My trust in my Heavenly Parents and my faith in the Savior have been transformed into something so much better than they used to be. They are still changing and morphing into what I want my faith and trust to become.

My own personal standards have become less about what others think about me and more about what will help me be a more useful instrument in the hands of the Lord. I am trying to be more intentional in my decisions.

I am still more judgmental than I’d like to be, and I’m a little bit quick to anger. Do you want the rest of the list? You probably already know it. But knowing my friends who read this blog, you’ve probably already seen it in me and forgiven it. Your mercy blesses my life.

As a note: I know that I am loved and fine as I am today. I don’t have to be someone different to be worthy of love. And the same goes for you.

But the beautiful thing is I can be better and I can change. I want to.

One of my favorite passages in the Book of Mormon is the speech of King Benjamin to his people. He preaches of goodness and kindness and the love and the hope we have through Christ. When the people heard this, they were touched.

“And they all cried with one voice, saying: Yea, we believe all the words which thou has spoken unto us; and also, we know of their surety and truth, because of the Spirit of the Lord Omnipotent, which has wrought a mighty change in us, or in our hearts, that we have no more disposition to do evil, but to do good continually” (Mosiah 5:2, emphasis added).

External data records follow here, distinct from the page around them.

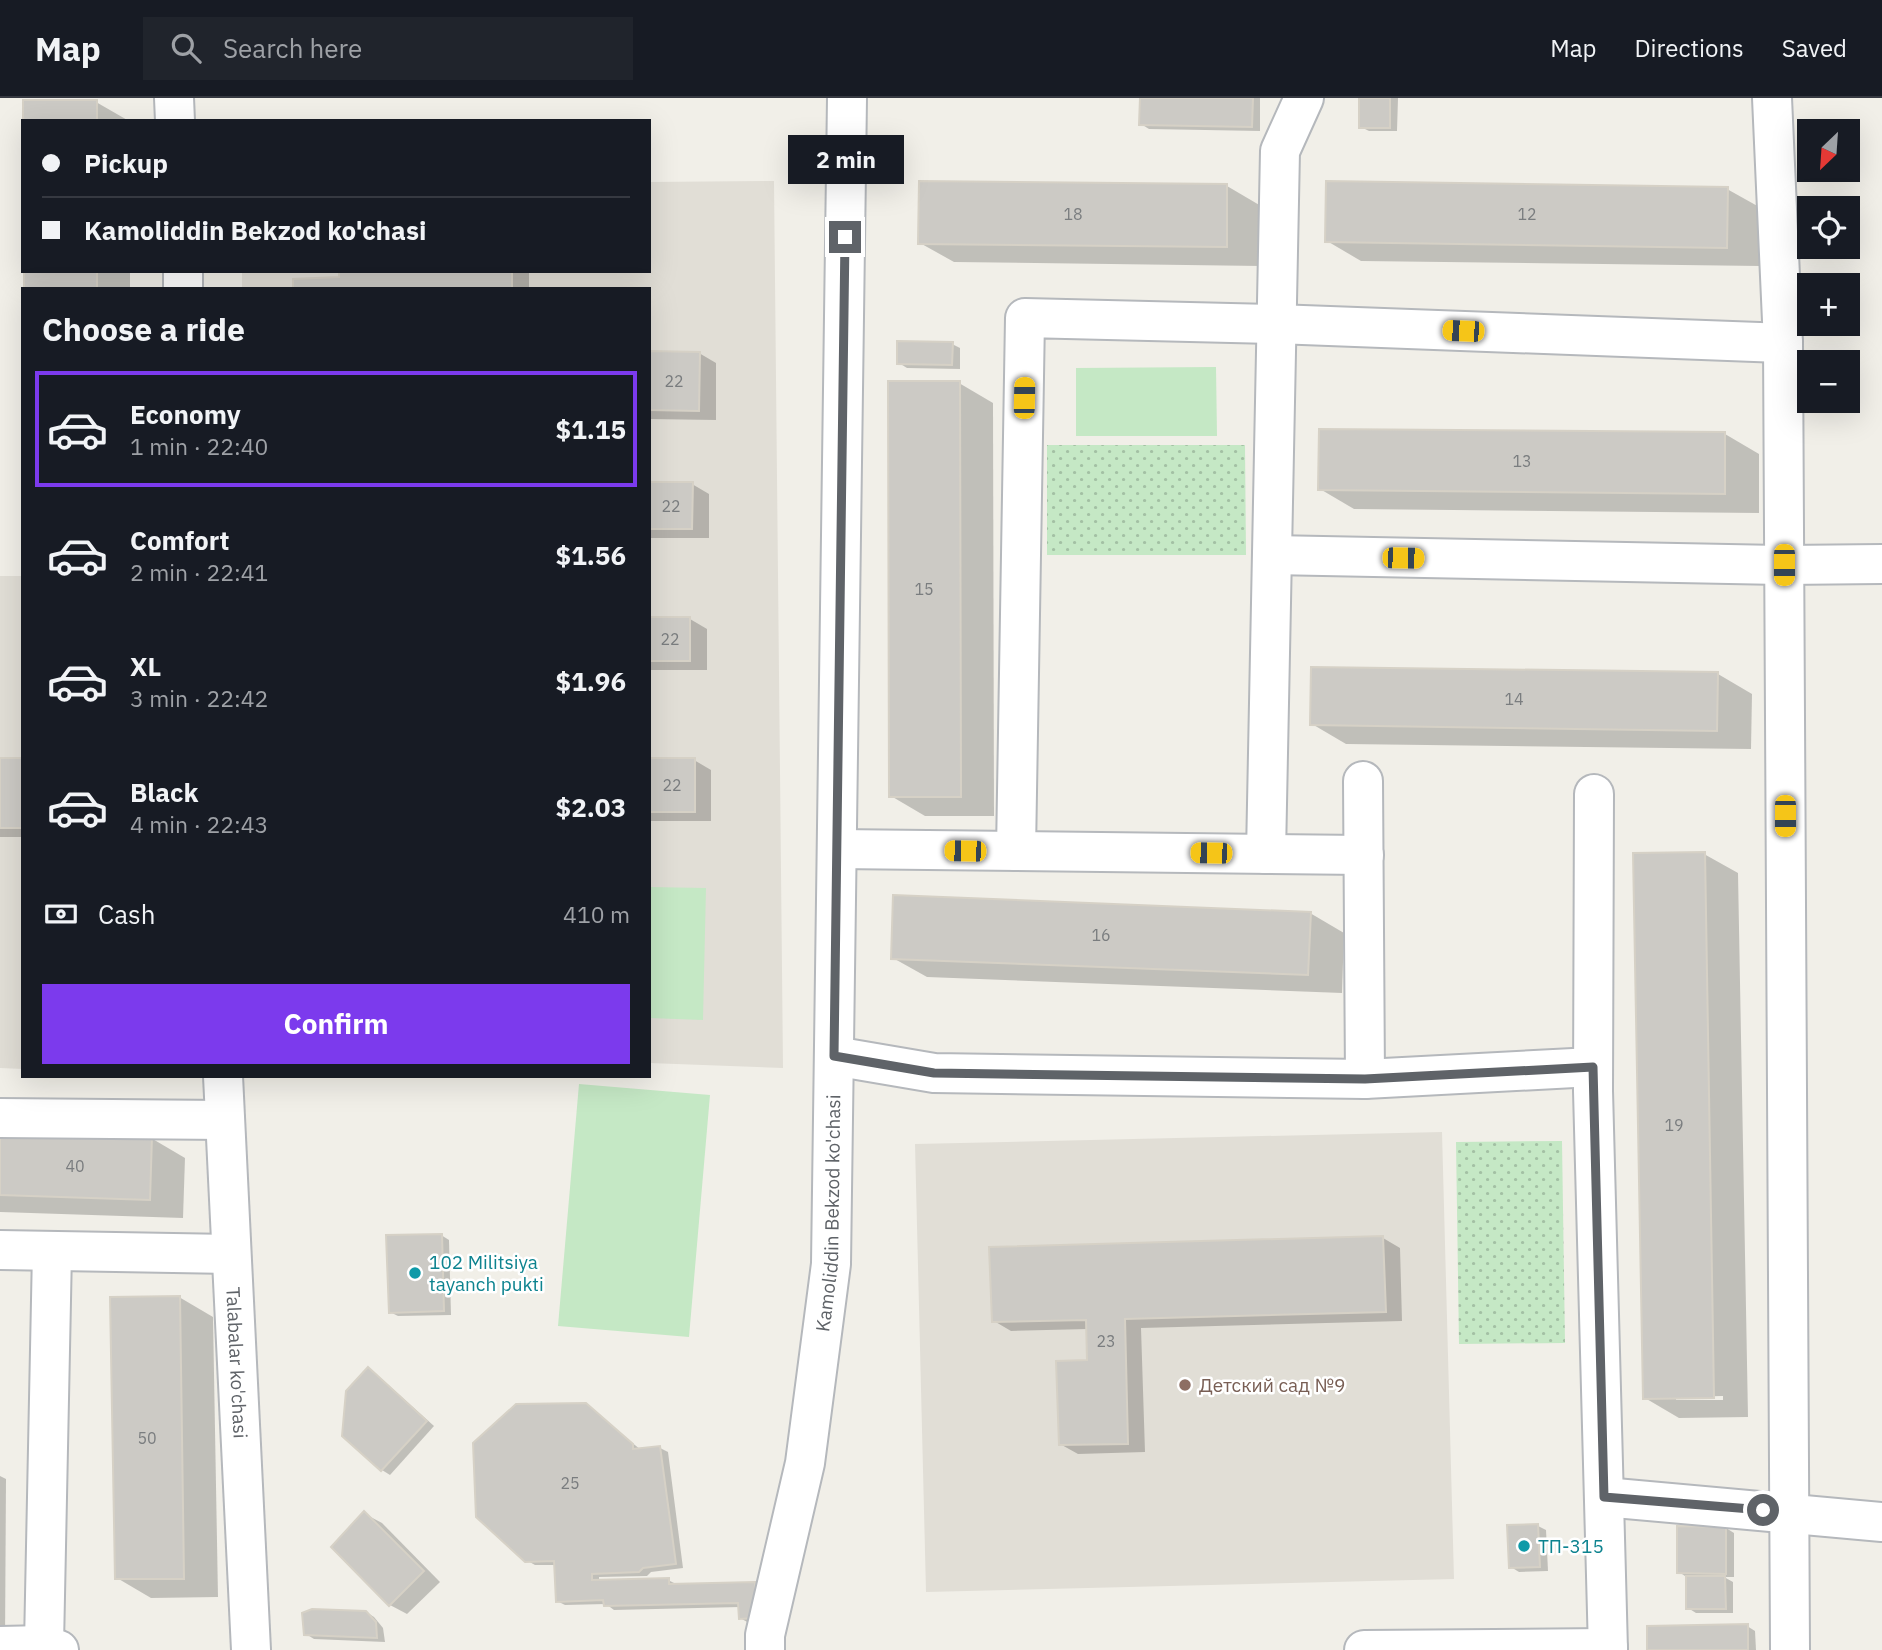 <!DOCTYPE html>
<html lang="en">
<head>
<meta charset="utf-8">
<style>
  body { margin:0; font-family:"IBM Plex Sans",sans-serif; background:#20242c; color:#f1f3f6; height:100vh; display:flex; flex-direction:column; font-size:26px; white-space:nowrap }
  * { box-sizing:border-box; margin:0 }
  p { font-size:23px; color:#9ea1a6 }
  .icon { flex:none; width:38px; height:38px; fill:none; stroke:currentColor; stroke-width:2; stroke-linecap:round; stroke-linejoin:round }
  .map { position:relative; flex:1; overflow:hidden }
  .side { position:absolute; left:21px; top:189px; width:630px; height:791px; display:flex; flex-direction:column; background:#171b24; border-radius:0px; box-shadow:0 7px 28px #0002 }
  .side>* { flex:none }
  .top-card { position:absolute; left:21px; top:21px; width:630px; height:154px; border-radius:0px; box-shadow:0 7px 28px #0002; display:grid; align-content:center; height:154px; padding:0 21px; background:#171b24 }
  .needle { width:46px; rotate:205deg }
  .buttons { position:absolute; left:1797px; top:21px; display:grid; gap:14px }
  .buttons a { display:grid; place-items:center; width:63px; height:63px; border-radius:0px; background:#171b24; box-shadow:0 7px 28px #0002; font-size:35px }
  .end { position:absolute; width:32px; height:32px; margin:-16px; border:9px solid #5f6368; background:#fff; box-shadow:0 0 0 4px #fff }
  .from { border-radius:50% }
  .bubble { position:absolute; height:49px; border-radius:0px; background:#171b24; box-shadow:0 7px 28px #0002; font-size:23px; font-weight:800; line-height:49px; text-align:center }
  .car { position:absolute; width:21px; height:42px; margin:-21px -10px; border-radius:9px; box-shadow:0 0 5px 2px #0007; background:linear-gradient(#f5c518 24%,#345 0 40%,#f5c518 0 76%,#345 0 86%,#f5c518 0) }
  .top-card b { display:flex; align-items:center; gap:24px; height:66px; font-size:26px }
  .top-card b+b { border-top:2px solid #363941 }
  .top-card i { width:18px; height:18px; background:#f1f3f6 }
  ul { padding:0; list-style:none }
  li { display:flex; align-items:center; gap:21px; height:116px; margin:0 14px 10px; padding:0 7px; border:4px solid transparent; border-radius:0px }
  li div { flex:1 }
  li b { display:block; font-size:26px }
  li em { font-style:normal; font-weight:800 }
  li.selected { border-color:#7c3aed }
  li>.icon { width:63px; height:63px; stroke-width:1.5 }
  h2 { padding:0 21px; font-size:32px; line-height:84px }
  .pay { display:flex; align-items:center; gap:18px; height:77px; padding:0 21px; font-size:26px }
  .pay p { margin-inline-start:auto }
  .button { display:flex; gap:14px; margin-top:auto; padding:14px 21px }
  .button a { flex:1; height:80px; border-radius:0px; background:#7c3aed; color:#fff; font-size:28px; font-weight:800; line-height:80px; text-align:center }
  header { display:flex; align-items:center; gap:42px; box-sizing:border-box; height:98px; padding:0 35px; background:#171b24; border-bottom:2px solid #363941 }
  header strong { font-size:33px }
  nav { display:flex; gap:38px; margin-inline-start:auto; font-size:24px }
  .search { width:490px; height:63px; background:#20242c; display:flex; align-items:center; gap:18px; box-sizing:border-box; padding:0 24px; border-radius:0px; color:#9ea1a6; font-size:26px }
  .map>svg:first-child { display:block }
  .education { fill:#e1ded6 }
  .park { fill:url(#park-dots) }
  .garden { fill:#c5e8c5 }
  .shadow { fill:#0003; fill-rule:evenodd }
  .building { fill:#cccac5; stroke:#d6d1c6; stroke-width:2 }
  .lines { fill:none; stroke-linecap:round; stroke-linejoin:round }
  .minor-casing { stroke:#b5b8bc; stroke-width:42 }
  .minor { stroke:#fff; stroke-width:38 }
  .route { stroke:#5f6368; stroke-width:9 }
  .culture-dot { fill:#0f9aa8; stroke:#fff; stroke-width:2.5 }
  .education-dot { fill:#8d6e63; stroke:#fff; stroke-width:2.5 }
  .labels { text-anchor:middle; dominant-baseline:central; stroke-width:5; stroke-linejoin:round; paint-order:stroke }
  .number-label { font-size:16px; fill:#7a7d7f }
  .street-label { font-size:19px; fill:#5f6368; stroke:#fff }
  .culture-label { font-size:19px; fill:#0d838f; stroke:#fff; text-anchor:start }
  .education-label { font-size:19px; fill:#785e54; stroke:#fff; text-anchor:start }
</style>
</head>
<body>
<header>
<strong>Map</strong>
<div class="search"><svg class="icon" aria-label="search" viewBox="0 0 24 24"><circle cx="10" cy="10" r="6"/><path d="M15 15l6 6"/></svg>Search here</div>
<nav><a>Map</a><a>Directions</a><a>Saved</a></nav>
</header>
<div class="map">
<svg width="1882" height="1552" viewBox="0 0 1882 1552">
  <defs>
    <pattern id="park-dots" width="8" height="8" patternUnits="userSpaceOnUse" patternTransform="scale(1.75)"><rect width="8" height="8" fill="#c5e8c5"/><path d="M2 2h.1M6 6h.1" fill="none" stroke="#a3c0a4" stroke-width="1.8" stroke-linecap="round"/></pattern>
  </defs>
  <rect width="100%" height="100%" fill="#f1efe8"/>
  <g class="education">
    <path d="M774,83L783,970L649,965V191H242V173H649V84Z"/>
    <path d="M0,478H23V971L0,970Z"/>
    <path d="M1442,1034L1454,1481L926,1494L915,1046Z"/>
  </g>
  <g class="park">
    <path d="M1047,347H1245L1246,457H1047Z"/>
    <path d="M1562,1043L1565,1245L1459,1246L1456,1044Z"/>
  </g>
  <g class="garden">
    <path d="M1216,269L1217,338H1076V270Z"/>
    <path d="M649,789L706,790L703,922L649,920Z"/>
    <path d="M579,986L710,997L689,1239L558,1228Z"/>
  </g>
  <g class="shadow">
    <path d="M1142,0H1260V33L1149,31L1141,26Z"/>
    <path d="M1361,0H1398L1397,33H1369L1361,29Z"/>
    <path d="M96,4L129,23H25Z"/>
    <path d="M1227,88L1261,108V168L954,164L920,145Z"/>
    <path d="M1727,91L1761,110L1760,168L1361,163L1327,143Z"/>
    <rect x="25" y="173" width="105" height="18"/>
    <path d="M341,173H529V191H295L341,181Z"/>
    <path d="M952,246L960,250V271L907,270L899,265Z"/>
    <path d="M649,255H699L716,265V322L649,321Z"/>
    <path d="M959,285L993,305L994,718H925L891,698Z"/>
    <path d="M1725,336L1759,356V415L1354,411L1320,391Z"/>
    <path d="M649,386H692L709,396V440H649Z"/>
    <path d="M649,521H690L707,531V572H649Z"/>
    <path d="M1718,576L1752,596L1751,651L1346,646L1312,626Z"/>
    <rect x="0" y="662" width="23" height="77"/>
    <path d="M649,662H694L711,672V723H649Z"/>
    <path d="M1704,756L1738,775L1748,1319L1679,1320L1645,1300ZM1723,1298V1302H1676V1299Z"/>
    <path d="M1310,815L1344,835L1342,895L927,879L893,860Z"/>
    <path d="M0,1035L151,1040L185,1060L183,1120L0,1114Z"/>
    <path d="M441,1137L449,1142L451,1217L398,1218L390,1214Z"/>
    <path d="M1383,1140L1400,1150L1402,1223L1141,1230L1145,1354L1078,1356L1060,1346L1089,1264L1088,1231L1011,1233L994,1223Z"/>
    <path d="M179,1199L213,1219L218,1499L151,1500L117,1480Z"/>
    <path d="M368,1271L376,1276L434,1328L390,1377L382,1372Z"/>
    <path d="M586,1307L641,1352L660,1350L668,1354L683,1470L651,1474L647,1478L599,1479V1484L668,1482L676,1486L755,1485L763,1490L749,1525L740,1520V1509L614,1512L606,1506L565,1507L557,1503L556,1467H535L526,1462Z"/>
    <path d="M0,1378L6,1381L5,1547H0Z"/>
    <path d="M365,1416L382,1425L440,1484L407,1516L390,1507Z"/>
    <path d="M1538,1428L1546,1432L1548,1473L1519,1474L1511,1469Z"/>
    <path d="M1726,1430L1734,1435V1479H1724L1733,1484V1515H1696L1688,1510V1480L1679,1474Z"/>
    <path d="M366,1514L374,1519L383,1530L385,1544L314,1541L306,1536Z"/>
    <path d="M1747,1528L1755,1533L1756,1552H1649Z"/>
  </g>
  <g class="building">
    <path d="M1140,0H1253L1252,29L1139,27Z"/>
    <rect x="1359" y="0" width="31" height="30"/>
    <rect x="23" y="2" width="74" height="21"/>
    <path d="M919,83L1227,86V149L918,146Z"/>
    <path d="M1326,83L1728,89L1727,150L1325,144Z"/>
    <rect x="24" y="173" width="73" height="18"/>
    <path d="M339,173H512V191H293V181L339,179Z"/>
    <path d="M897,243L953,244L952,267L897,266Z"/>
    <path d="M649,253L700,254L699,313L649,312Z"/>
    <path d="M888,283H960L961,699H889Z"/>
    <path d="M1319,331L1725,334V396L1318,392Z"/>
    <path d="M649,384H693L692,431H649Z"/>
    <rect x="649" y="519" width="41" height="44"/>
    <path d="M1311,569L1718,574L1717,633L1310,627Z"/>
    <rect x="0" y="660" width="23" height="70"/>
    <rect x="649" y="660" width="46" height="54"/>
    <path d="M1705,754L1714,1300L1643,1301L1633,755Z"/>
    <path d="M893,797L1311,814L1308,877L891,861Z"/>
    <path d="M0,1033L152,1038L150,1102L0,1097Z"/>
    <path d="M442,1136L444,1213L389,1215L386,1137Z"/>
    <path d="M1383,1138L1386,1214L1125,1221L1128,1346L1059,1347L1056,1263L1087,1262L1086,1222L992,1224L989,1149Z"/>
    <path d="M180,1198L184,1481H115L110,1199Z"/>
    <path d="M368,1269L427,1323L381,1373L342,1338L346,1293Z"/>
    <path d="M586,1305L633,1346V1351L660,1348L676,1466L643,1470L639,1474L592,1476V1482L669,1480V1486L755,1484L756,1520L739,1521L738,1505L604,1508L603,1502L556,1504L554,1463L525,1464L476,1419L473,1345L516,1306Z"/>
    <path d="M364,1413L424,1473L389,1508L331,1449Z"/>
    <path d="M1538,1426L1540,1469L1509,1470L1507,1427Z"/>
    <path d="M1677,1428L1726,1429V1476L1677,1475Z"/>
    <path d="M1686,1478H1725L1726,1511H1686Z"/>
    <path d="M312,1511L366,1513L376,1524L377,1540L304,1537L302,1515Z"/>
    <path d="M1748,1526V1552H1647V1528Z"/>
  </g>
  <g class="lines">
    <defs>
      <g id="minor">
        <path d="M174,0L175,23"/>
        <path d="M1772,0L1783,245L1790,1552"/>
        <path d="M183,173V191"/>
        <path d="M1272,457L1784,467L1882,466"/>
        <path d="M1363,683L1365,981"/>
        <path d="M1594,696L1593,993L1608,1552"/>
        <path d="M837,751L1364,757"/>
        <path d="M1016,753L1025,220L1276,226L1783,245"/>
        <path d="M1266,756L1280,53L1304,0"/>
        <path d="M834,958L934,975L1365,981L1593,969"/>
        <path id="s1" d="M223,978L251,1552"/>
        <path d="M0,1020L225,1022"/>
        <path d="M0,1152L231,1156"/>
        <path d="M1604,1399L1882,1424"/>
        <path d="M44,1547L52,1153"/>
        <path d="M0,1548L44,1547L59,1552"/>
        <path id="s2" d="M765,1552V1537L805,1365L831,1166L847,0"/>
        <path d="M1364,1552L1608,1550"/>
      </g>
    </defs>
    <use href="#minor" class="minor-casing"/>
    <use href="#minor" class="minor"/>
  </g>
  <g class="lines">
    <path class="route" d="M845,139L834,958L934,975L1365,981L1593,969L1604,1399L1763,1412"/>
  </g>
  <g class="culture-dot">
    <circle cx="415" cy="1175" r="7"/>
    <circle cx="1524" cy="1448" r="7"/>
  </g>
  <circle class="education-dot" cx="1185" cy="1287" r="7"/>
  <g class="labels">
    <g class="number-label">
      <text x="1073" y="116">18</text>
      <text x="1527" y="116">12</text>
      <text x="674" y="283">22</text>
      <text x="1522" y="363">13</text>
      <text x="671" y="408">22</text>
      <text x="924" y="491">15</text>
      <text x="670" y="541">22</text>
      <text x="1514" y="601">14</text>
      <text x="672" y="687">22</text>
      <text x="1101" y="837">16</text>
      <text x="1674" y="1027">19</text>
      <text x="75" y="1068">40</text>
      <text x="1106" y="1243">23</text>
      <text x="147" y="1340">50</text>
      <text x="570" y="1385">25</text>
    </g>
    <g class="street-label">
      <text stroke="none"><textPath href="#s2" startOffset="443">Kamoliddin Bekzod ko'chasi</textPath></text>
      <text stroke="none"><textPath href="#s1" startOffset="287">Talabalar ko'chasi</textPath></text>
    </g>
    <g class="culture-label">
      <text x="429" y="1164">102 Militsiya<tspan x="429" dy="22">tayanch pukti</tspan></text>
      <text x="1538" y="1448">ТП-315</text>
    </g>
    <g class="education-label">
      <text x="1199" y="1287">Детский сад №9</text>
    </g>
  </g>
</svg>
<div class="buttons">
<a><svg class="needle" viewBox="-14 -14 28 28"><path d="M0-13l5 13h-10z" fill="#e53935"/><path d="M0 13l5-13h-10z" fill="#9ea1a6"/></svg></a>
<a><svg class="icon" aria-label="locate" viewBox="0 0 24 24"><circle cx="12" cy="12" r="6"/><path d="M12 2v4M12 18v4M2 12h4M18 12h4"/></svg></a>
<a>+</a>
<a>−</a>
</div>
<i class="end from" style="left:1763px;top:1412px"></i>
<i class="end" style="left:845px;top:139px"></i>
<div class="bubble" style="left:788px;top:37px;width:116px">2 min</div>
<i class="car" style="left:1463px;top:233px;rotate:272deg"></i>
<i class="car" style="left:1024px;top:300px;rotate:1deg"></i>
<i class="car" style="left:1403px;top:460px;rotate:91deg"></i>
<i class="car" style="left:1784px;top:467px;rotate:180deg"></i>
<i class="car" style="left:1785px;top:718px;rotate:180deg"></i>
<i class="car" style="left:965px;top:753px;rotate:271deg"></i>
<i class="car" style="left:1211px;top:755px;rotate:271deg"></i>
<div class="top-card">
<b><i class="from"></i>Pickup</b>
<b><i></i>Kamoliddin Bekzod ko'chasi</b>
</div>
<section class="side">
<h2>Choose a ride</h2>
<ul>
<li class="selected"><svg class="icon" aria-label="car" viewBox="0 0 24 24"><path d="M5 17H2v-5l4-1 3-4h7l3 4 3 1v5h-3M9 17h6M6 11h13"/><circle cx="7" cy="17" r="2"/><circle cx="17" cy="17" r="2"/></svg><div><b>Economy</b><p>1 min · 22:40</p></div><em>$1.15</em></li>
<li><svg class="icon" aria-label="car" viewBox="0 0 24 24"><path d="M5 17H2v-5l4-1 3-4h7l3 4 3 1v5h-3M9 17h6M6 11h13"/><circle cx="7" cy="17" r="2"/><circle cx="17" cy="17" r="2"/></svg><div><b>Comfort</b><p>2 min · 22:41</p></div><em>$1.56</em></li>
<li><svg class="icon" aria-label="car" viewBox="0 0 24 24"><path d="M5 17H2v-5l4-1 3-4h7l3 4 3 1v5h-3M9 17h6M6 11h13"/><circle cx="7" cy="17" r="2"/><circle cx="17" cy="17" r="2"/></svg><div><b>XL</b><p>3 min · 22:42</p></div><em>$1.96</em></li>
<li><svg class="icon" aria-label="car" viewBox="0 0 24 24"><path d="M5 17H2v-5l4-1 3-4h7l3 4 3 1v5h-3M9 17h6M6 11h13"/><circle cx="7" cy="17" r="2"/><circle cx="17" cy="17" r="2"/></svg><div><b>Black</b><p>4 min · 22:43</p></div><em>$2.03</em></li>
</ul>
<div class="pay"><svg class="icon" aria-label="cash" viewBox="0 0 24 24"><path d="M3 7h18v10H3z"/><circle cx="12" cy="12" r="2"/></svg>Cash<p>410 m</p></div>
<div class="button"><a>Confirm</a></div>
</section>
</div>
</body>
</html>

I seek for this deep change often and am grateful when I see evidence of it.

Today I am thinking of Palm Sunday. It is the day our Savior, Jesus Christ, rode triumphantly into Jerusalem in the week leading to His great sacrifice in the Garden and on the Cross. It is the week commemorating His death and His resurrection.

When Christ entered the city on Palm Sunday, the people cried, “Hosanna!” (Matthew 21:9; Mark 11:9). A word of praise asking Him to save us.

Yes, Christ saves us. He heals us. His love and mercy allow us to change. And His love and mercy can change us.

I really do like and love who I was 16 years ago and who I was yesterday. And I like the YOU of 16 years ago and of yesterday. But I also love who we are becoming as we allow for change through the Savior: for ourselves and for others.